Despite this, the rate of seasonal flu vaccinations among high-risk groups, including people over age 50, those with HIV/AIDS, obese patients and those living in long-term care facilities, is extremely low. However, those who do get their flu vaccination significantly lower their cardiovascular risks for heart attack, TIA (transient ischemic attack), death and cardiac arrest, according to preliminary research presented at the American Heart Association’s Basic Cardiovascular Sciences 2020 Scientific Sessions.

The meeting, held virtually July 27-30, 2020, is a premier global exchange of the latest advances in basic cardiovascular science including research in fields like microRNAs, cardiac gene and cell therapy and cardiac development.

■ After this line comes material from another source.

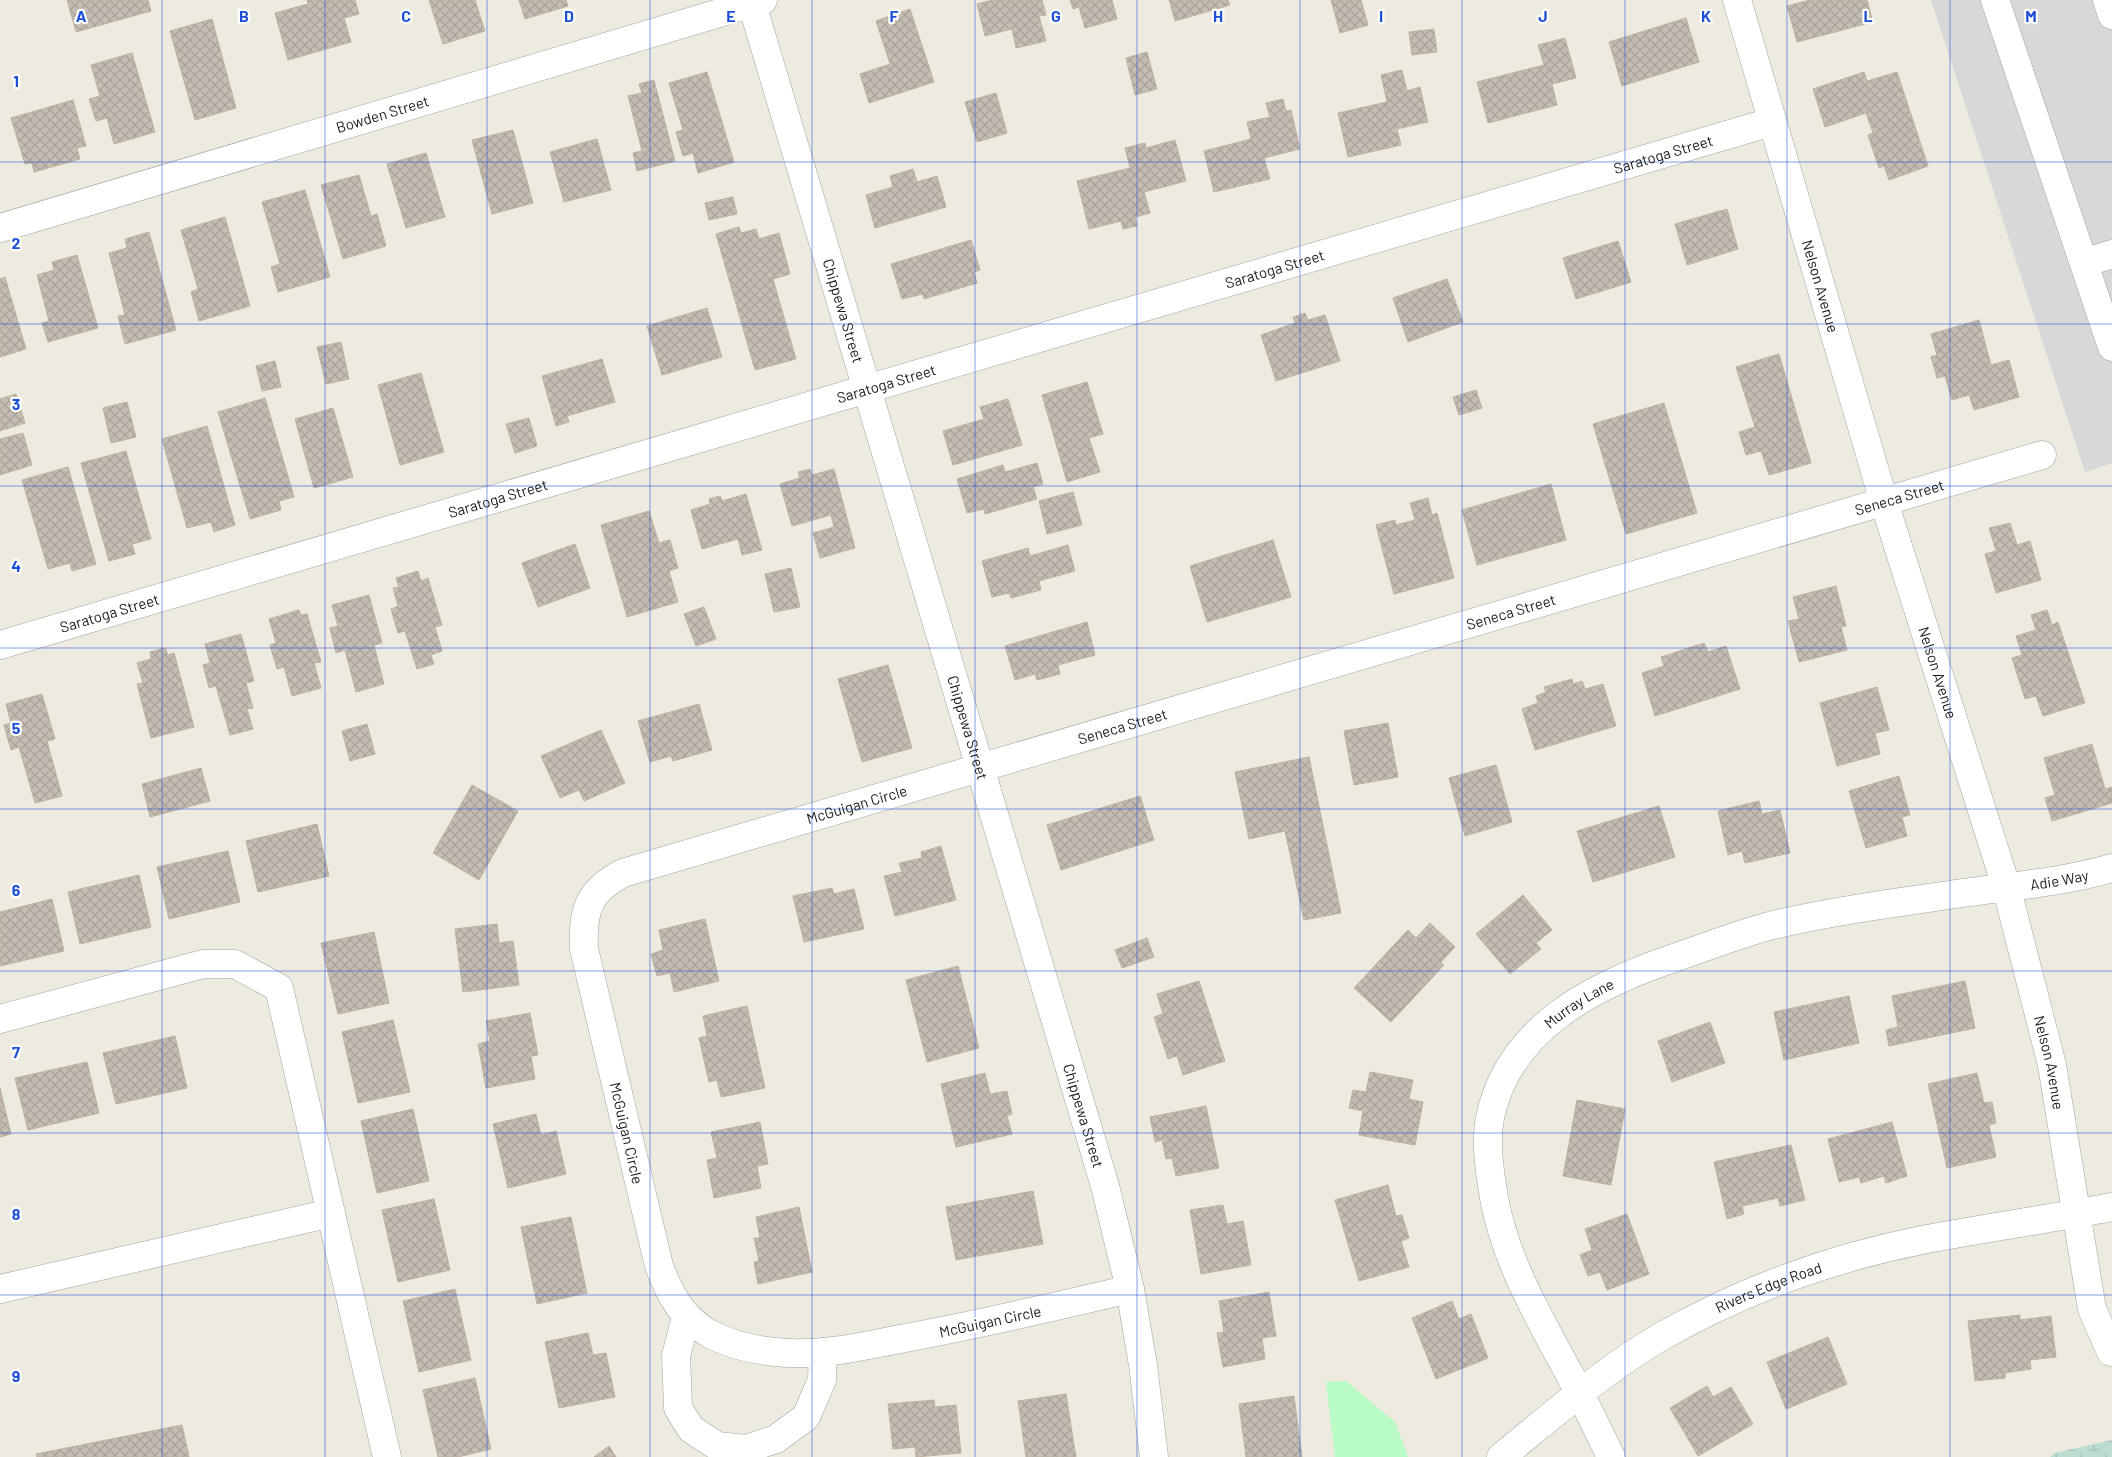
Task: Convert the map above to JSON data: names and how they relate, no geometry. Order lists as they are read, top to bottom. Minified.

“These groups should have the highest vaccination rates because they are the most at risk; however, our findings show the opposite—flu vaccinations are under-utilized,” Roshni A. Mandania, B.S., lead author of the study and M.D. Candidate Class of 2021 at Texas Tech University Health Sciences Center Paul L. Foster School of Medicine in El Paso, Texas, said in statement. “As health care providers, we must do everything we can to ensure our most vulnerable populations are protected against the flu and its serious complications.”

Using information from the 2014 National Inpatient Sample, the largest database of U.S. hospitals, researchers (under the guidance of Debabrata Mukherjee, M.D., Chief of Cardiovascular Services at Texas Tech University Medical Center at El Paso) assessed the rate at which the flu vaccine was administered to patients designated by the Centers for Disease Control as high-risk for the flu and its complications.

“The results we found are staggering. It’s hard to ignore the positive effect the flu vaccine can have on serious cardiac complications,” Mandania said, adding researchers assessed immunization solely in the hospital so it is possible some individuals may have received the flu vaccine in an outpatient setting. “Nevertheless, our study highlights the marked under-underutilization of flu vaccine in high-risk groups and underscores the need for a health care policy initiative to increase flu vaccinations among all patients and especially in high-risk groups.”